The earliest that would happen, according to NHL deputy commissioner Bill Daly, likely would be for the 2017-18 season, but good luck finding someone unwilling to wait.
That would create a landscape where eight of the NHL's 32 teams — assuming there's also expansion into Las Vegas — are Canadian. It also could right a wrong in a similar way as what happened in 2011, when the Thrashers relocated from Atlanta to Winnipeg.
Having a second team in Quebec would reignite the rivalry Fleury adored, one that instantly would slide into similarly hostile territory occupied by the Battle of Ontario (Toronto and Ottawa) and the Battle of Alberta (Calgary and Edmonton).
“It would be fun to see a team go back there,” Letang said.
Fleury's favorite memory of the rivalry traces back to 1992-93. That's when Quebec made the biggest single-season turnaround in NHL history — 52 to 104 points — behind newly acquired goaltender Ron Hextall but fell to the Canadiens in the first round.
“I remember Hextall had a big polar bear on his mask and made a ton of nice glove saves,” Fleury said. “Such a close series.
“Montreal won at the end, so I was happy about it.”
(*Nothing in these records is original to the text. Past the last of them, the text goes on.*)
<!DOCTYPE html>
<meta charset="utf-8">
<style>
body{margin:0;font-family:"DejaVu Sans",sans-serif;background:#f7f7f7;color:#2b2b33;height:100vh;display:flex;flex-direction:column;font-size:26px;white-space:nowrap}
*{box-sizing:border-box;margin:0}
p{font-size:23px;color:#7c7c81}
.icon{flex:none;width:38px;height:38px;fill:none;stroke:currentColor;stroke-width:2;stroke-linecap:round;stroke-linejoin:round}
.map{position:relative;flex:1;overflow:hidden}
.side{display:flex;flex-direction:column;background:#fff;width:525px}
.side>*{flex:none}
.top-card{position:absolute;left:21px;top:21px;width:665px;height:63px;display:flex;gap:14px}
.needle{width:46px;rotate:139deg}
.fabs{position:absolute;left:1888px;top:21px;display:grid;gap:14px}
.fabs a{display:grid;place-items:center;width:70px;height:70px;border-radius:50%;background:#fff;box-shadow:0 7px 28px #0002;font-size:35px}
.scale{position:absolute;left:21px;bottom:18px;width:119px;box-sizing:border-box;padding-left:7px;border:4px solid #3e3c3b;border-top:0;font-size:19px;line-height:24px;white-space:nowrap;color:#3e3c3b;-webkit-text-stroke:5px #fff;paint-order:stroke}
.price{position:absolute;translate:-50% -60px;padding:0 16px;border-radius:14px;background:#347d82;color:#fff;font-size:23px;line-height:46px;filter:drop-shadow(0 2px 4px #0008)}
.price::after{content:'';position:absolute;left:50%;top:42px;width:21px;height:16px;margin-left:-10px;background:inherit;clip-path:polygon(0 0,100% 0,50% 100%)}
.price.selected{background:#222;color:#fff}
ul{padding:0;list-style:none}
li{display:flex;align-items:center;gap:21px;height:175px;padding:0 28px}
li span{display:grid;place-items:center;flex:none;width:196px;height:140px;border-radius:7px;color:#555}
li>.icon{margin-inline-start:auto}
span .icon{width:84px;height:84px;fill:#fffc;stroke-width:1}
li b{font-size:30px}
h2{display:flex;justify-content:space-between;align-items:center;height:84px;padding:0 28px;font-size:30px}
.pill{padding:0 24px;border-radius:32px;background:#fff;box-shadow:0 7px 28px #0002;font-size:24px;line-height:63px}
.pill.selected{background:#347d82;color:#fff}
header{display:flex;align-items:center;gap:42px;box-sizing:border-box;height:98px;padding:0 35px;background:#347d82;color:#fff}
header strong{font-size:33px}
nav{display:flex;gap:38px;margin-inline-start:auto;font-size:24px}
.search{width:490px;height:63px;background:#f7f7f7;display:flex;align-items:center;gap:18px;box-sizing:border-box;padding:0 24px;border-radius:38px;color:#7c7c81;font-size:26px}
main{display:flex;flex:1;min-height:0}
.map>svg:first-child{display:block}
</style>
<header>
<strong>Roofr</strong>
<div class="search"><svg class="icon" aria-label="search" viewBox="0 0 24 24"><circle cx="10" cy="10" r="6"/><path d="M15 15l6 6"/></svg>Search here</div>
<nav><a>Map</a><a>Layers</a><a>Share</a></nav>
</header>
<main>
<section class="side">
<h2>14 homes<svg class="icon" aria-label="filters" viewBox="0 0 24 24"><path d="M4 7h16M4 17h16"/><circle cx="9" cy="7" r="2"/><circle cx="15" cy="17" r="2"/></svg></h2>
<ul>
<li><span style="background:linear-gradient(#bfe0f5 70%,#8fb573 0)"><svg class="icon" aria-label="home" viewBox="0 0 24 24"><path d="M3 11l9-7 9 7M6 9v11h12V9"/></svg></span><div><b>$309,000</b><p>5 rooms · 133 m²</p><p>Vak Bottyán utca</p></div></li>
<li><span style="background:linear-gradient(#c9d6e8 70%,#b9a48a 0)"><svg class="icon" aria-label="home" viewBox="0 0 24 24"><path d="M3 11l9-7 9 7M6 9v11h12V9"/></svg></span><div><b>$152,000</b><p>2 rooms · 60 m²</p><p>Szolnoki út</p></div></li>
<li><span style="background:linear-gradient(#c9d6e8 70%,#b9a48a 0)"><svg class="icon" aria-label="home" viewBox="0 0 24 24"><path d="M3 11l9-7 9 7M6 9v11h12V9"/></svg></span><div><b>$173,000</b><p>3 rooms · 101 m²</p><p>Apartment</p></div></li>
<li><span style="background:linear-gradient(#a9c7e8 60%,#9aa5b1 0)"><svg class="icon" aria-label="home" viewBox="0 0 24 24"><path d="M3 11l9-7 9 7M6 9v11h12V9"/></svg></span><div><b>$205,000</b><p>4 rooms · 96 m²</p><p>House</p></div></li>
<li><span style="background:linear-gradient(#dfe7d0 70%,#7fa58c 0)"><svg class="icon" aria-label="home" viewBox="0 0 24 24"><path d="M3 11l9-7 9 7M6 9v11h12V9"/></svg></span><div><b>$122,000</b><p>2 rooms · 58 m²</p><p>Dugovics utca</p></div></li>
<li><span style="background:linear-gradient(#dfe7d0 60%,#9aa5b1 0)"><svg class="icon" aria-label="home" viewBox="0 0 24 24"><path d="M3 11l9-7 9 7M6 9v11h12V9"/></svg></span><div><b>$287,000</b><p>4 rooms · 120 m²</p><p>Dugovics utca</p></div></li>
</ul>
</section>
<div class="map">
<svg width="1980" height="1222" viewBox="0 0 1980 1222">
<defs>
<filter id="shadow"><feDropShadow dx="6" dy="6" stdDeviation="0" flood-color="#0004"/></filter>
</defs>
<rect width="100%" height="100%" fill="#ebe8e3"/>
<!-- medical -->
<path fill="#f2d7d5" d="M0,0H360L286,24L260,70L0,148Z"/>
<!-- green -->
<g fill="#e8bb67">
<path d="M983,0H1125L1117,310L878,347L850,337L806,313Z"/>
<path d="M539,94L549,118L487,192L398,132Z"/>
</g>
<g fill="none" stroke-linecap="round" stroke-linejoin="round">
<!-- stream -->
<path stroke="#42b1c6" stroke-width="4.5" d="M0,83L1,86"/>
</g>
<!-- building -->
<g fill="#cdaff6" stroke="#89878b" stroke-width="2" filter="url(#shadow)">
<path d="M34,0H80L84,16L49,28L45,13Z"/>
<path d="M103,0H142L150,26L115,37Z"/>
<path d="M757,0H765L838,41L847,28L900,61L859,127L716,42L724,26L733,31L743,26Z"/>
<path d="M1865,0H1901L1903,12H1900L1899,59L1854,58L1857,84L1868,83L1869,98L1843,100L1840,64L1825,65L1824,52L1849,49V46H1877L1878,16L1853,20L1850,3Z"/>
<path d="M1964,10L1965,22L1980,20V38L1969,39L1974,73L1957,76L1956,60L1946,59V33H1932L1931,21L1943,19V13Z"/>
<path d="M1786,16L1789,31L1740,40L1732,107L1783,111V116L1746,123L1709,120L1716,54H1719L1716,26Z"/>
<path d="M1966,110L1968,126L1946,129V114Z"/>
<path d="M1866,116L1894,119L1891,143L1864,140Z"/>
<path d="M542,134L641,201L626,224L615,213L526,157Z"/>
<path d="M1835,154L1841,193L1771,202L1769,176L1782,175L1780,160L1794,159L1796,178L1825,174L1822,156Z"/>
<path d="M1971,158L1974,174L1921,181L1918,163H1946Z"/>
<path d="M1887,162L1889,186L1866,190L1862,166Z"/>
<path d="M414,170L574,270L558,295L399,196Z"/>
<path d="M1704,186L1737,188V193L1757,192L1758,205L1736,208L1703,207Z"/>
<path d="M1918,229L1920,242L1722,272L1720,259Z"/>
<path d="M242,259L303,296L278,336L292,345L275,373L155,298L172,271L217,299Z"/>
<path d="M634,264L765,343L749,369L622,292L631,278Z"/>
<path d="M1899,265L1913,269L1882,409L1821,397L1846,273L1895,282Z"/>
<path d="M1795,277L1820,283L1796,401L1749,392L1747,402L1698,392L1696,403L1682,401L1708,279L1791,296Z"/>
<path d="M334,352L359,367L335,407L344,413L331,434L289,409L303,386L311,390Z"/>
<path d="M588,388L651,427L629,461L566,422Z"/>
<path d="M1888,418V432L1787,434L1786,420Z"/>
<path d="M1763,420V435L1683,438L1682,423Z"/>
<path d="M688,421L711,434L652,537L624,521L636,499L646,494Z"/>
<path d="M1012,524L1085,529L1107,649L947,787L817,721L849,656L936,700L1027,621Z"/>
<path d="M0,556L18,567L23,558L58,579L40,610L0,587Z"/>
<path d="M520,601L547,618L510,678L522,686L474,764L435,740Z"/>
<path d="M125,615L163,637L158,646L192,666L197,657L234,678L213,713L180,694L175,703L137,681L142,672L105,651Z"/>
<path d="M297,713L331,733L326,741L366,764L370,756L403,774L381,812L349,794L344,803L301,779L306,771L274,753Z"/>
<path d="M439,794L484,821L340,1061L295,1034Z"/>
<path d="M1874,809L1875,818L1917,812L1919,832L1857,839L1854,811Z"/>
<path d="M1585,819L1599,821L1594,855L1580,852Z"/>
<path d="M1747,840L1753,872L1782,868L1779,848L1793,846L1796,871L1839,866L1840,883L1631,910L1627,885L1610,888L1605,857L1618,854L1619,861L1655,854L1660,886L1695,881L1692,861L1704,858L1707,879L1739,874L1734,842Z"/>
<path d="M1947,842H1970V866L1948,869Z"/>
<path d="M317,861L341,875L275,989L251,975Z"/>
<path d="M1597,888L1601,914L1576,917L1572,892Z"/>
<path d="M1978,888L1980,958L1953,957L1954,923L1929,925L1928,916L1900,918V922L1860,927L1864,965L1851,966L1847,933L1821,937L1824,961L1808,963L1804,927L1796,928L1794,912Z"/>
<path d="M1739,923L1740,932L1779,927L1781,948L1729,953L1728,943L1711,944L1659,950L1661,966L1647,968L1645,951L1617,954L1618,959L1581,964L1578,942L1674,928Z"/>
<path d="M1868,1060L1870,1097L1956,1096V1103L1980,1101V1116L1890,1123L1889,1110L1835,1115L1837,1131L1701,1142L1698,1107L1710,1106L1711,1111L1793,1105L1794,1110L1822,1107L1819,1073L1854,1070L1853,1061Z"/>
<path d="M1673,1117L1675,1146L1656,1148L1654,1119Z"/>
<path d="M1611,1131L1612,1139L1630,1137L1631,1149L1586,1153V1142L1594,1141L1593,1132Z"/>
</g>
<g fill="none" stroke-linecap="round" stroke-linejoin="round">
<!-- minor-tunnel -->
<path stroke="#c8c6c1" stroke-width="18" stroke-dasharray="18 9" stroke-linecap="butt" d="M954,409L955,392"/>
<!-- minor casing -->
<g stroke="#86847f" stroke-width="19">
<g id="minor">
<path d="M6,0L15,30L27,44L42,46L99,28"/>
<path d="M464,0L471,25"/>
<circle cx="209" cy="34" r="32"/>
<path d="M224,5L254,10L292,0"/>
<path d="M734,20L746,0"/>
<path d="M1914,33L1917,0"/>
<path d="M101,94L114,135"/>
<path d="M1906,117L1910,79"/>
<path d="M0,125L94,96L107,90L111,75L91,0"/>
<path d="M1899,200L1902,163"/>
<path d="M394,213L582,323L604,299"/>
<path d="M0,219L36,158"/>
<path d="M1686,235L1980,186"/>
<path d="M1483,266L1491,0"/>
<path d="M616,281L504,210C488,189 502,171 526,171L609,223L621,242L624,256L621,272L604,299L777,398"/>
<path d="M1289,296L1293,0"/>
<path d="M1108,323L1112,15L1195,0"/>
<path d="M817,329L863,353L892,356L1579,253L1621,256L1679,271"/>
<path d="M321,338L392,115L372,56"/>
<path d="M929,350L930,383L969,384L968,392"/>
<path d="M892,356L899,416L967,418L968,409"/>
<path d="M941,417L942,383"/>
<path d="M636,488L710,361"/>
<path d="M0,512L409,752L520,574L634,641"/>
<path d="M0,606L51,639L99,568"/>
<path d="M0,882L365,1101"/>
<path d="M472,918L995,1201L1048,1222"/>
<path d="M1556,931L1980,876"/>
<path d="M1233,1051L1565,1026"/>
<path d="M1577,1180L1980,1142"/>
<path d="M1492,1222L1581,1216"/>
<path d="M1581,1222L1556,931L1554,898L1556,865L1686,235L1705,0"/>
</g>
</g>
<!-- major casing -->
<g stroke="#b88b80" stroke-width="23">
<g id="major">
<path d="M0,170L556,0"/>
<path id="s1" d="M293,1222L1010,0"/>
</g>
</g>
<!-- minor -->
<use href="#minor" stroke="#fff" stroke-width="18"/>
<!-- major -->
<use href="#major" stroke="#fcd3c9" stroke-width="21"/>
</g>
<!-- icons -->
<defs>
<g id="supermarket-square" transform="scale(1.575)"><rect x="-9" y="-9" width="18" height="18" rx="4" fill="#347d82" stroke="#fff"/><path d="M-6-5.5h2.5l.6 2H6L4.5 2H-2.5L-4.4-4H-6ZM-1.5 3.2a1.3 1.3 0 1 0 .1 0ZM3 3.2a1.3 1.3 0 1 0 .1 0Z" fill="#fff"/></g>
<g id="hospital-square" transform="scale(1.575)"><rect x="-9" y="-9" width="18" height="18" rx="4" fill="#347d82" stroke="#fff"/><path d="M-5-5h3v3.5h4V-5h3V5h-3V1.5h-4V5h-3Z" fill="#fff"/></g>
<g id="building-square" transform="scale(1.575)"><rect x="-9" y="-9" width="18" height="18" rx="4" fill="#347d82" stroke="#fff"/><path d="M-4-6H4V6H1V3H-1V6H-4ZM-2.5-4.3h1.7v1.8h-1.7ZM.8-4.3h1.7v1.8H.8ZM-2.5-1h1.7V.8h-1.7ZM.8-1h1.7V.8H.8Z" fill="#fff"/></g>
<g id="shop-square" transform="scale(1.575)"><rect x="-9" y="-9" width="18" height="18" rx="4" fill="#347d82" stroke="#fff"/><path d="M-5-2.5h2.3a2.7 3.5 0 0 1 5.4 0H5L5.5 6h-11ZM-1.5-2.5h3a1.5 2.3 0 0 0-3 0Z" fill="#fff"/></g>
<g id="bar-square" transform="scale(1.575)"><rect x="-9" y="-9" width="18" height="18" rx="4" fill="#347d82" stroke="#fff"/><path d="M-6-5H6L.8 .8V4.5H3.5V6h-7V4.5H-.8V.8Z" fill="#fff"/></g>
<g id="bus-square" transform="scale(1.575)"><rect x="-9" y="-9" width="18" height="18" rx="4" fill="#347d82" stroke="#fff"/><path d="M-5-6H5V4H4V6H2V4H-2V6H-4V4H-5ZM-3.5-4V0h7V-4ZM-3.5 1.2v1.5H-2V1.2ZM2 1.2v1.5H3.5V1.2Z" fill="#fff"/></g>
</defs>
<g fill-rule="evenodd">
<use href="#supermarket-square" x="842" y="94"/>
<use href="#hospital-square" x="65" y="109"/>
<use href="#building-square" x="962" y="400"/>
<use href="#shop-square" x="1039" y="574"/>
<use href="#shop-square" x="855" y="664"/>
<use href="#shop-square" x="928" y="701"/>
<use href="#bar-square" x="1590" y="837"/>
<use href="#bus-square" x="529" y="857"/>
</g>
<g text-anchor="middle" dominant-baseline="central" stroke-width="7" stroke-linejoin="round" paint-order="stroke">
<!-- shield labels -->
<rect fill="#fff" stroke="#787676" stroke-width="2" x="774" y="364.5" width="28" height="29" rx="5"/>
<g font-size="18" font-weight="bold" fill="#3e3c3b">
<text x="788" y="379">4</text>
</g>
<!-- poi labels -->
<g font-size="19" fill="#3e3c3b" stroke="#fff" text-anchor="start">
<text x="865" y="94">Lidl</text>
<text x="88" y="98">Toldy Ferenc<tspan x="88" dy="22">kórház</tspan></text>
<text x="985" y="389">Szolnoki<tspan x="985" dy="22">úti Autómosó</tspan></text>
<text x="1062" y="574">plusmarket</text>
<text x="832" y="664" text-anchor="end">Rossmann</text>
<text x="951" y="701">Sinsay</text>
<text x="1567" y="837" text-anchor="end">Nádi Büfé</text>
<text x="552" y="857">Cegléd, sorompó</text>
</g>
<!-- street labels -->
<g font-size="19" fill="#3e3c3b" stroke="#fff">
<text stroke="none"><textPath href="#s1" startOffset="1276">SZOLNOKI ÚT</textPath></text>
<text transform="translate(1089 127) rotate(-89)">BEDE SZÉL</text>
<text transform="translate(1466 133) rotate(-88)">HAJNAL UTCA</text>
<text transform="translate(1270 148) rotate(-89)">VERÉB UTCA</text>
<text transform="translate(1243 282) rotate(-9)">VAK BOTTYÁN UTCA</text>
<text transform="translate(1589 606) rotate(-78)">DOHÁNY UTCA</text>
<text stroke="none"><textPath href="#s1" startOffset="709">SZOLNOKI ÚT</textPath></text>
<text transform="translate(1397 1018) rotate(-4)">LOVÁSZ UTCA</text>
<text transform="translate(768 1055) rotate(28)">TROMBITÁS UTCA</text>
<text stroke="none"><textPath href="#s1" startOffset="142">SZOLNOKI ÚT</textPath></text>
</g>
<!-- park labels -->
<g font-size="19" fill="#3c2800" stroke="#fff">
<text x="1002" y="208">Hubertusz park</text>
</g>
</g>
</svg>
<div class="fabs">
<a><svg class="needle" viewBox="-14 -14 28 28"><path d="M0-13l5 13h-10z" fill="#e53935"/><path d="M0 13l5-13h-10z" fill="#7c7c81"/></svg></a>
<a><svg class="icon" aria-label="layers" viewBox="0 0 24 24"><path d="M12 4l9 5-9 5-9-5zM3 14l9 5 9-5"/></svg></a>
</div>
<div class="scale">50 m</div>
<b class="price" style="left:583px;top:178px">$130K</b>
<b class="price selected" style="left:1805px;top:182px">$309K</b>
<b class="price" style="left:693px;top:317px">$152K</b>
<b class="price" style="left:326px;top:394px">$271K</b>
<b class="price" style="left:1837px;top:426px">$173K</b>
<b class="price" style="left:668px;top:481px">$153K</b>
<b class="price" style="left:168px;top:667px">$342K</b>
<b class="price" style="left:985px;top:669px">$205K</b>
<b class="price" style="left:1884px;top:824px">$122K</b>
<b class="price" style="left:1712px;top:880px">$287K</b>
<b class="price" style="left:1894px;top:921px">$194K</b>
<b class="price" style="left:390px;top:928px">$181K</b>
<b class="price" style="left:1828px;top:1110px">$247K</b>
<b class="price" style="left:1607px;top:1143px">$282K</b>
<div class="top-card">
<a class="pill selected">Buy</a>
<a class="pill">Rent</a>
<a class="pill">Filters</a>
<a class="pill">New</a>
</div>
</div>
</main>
Sidney Crosby, who grew up in Nova Scotia a fan of the Canadiens — the team that drafted his father, Troy — remembers hearing stories of the rivalry from his junior coach in Rimouski, former Canadiens player Donald Dufresne.
For Crosby, the game represents something similar to 2006-07, when the Penguins played preseason games in Halifax, Nova Scotia, and Moncton, New Brunswick.
“It's cool to play in different places, especially in non-NHL cities,” Crosby said. “People definitely get into it. For a preseason game, there's a little bit more excitement, for sure.”